A new online loan management tool will launch in New Zealand this month, but questions have been asked about the level of protection for users.

Credi.com started in Australia in April and provides the online process to formalise loans between friends or family. By this week more than $31m worth of agreements were live.

Credi chief executive Tim Dean, a former university economist who has also worked in accountancy and online digital finance, said New Zealand was attractive because of its proximity, and because "the need [for the service] is just as great", citing publicised falling outs between families over informally-agreed loans.

"The rule of life is don't borrow from family ... but the evidence says that millions of Australians and obviously millions of New Zealanders borrow from their friends and mates and they do it without any documentation.


"Our programme is designed to address a need that is there because the existing solutions are either too expensive, unavailable and therefore don't get used."

But Auckland District Law Society presidents Joanna Pidgeon, principal at Pidgeon Law, said while drawing up a loan agreement was simple, both parties should seek independent legal advice.

"Recording [a loan] in writing is better than not but I don't know that it would adequately protect people ... you don't have that independent advice for each party."

Dean confirmed they did not offer legal advice, according to their terms and conditions.

Pidgeon said independent advice meant people went into the agreement aware of what could go wrong, and how that would be dealt with, such as if property values went down and the borrower could not honour the loan agreement.

"[The problem with not getting legal advice is] you don't know what you don't know."

Steindle Williams Legal lawyer Tony Steindle said it was good to highlight the importance of documenting family loans.

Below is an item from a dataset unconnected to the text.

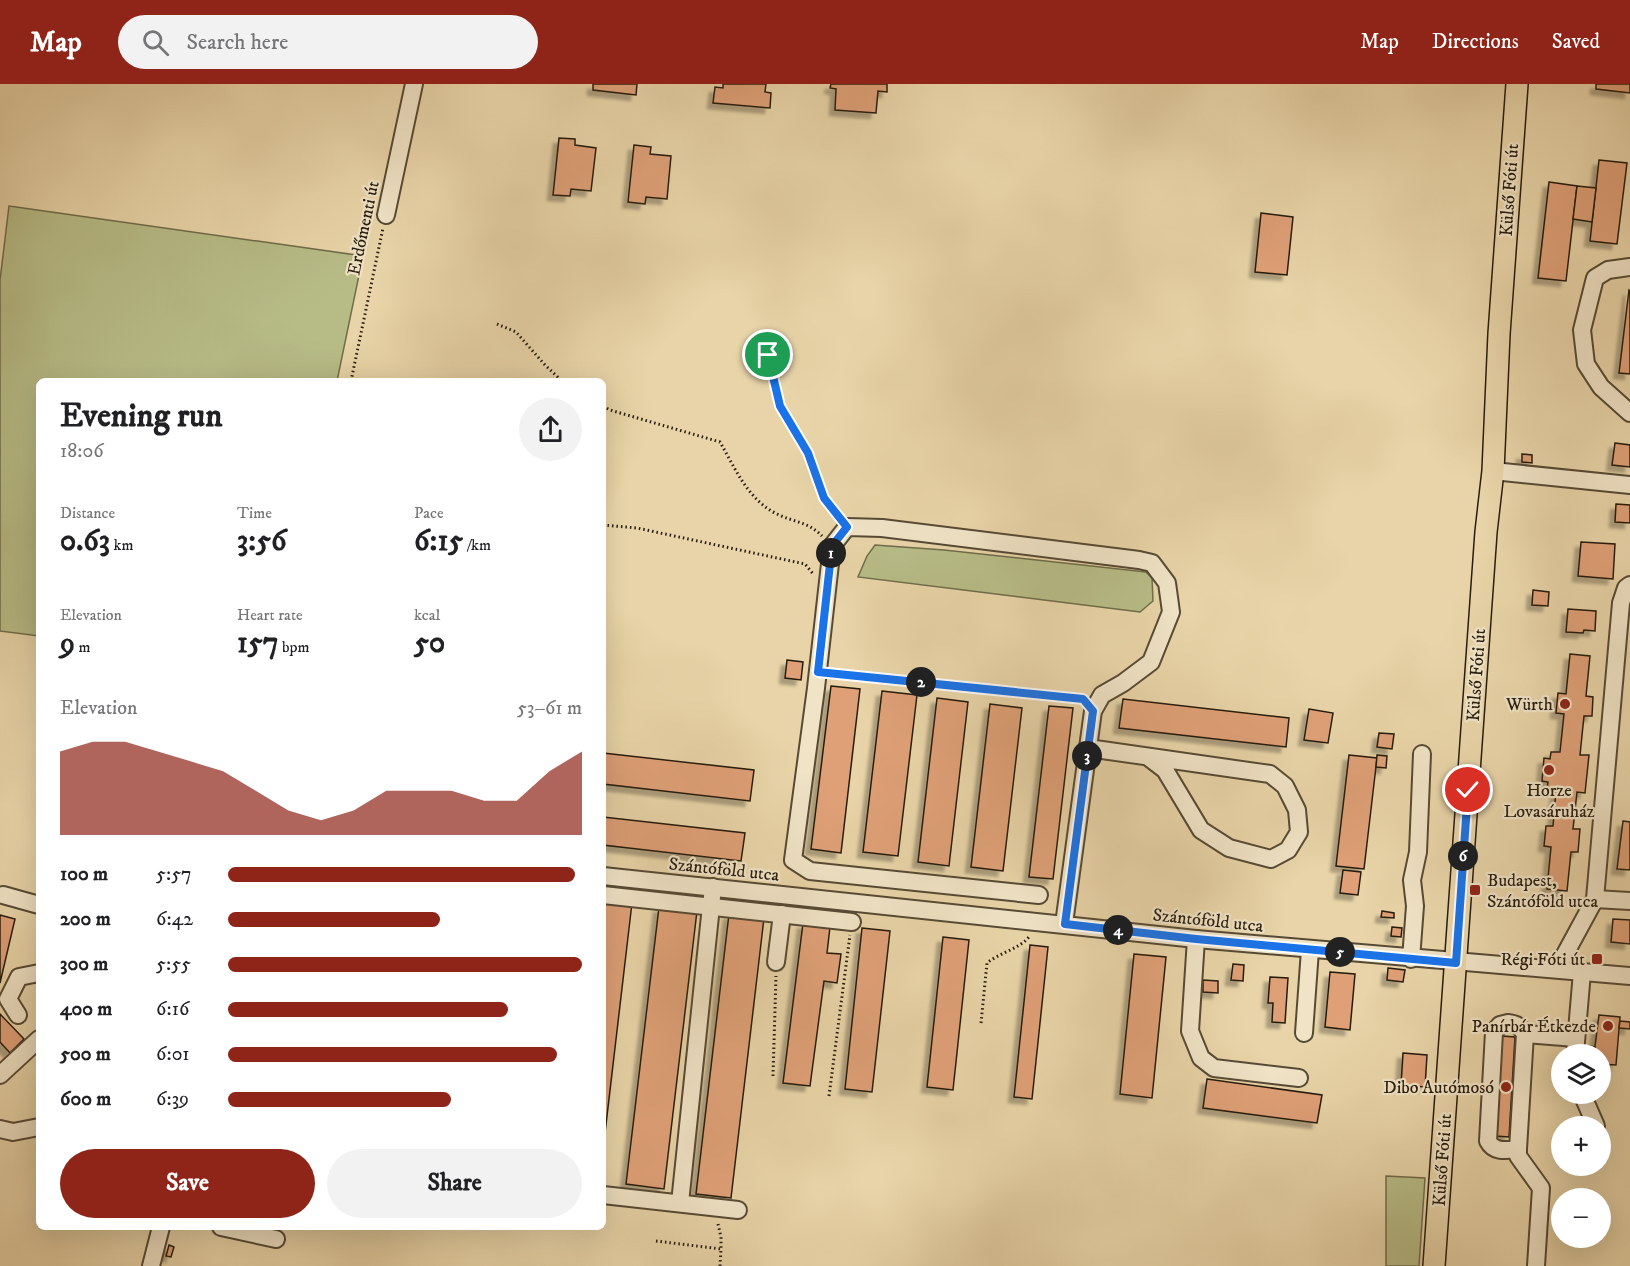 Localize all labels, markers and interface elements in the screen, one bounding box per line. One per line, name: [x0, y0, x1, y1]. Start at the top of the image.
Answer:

"Because, 50 per cent don't."


But other factors, such as the potential flow-on effect on wills or relationship property, might not be clear from using an online tool.

"If you lend to one child, does it have a prompt to say change your will [to protect your other children]?"

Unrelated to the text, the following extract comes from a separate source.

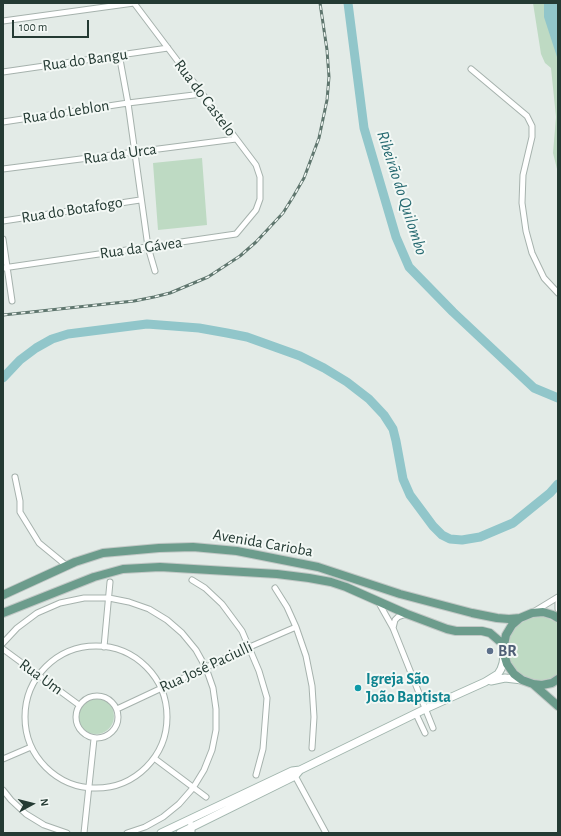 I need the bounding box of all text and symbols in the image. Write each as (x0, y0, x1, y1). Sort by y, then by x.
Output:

Auckland mortgage broker Malcolm Knight said there was a huge amount of "mum and dad" lending for first home buyers, but there was normally a high level of trust and a good relationship in families that did so.

However, when sought, formal arrangements were usually done by a lawyer, something he recommended.

"I wouldn't see [an online tool] have a huge niche, because it's really simple to set up through a solicitor."

Dean said just under a third of Credi's loan agreements were property related.

It cost just under $100 to make an agreement, which involved the same rigour as at a bank.

"Interest is counted ... you can have annual repayments, monthly repayments, you can have fees. We provide all the reminders to the borrower and lender to keep up to date and the account up to date."

The average interest on the platform was 1.5 per cent, which showed people's reasons for lending were altruistic.

"People are lending millions of dollars to friends and family, not because they want to make money out of them, but because they want to help them out and they just want to have a structure that means they don't have to talk about it, and if there's ever a problem 'this is what we said, there's no dispute'."

Agreements were legally binding under the jurisdiction of the country of the borrower.

Credi were not subject to regulation because their service was not for commercial lending, he said.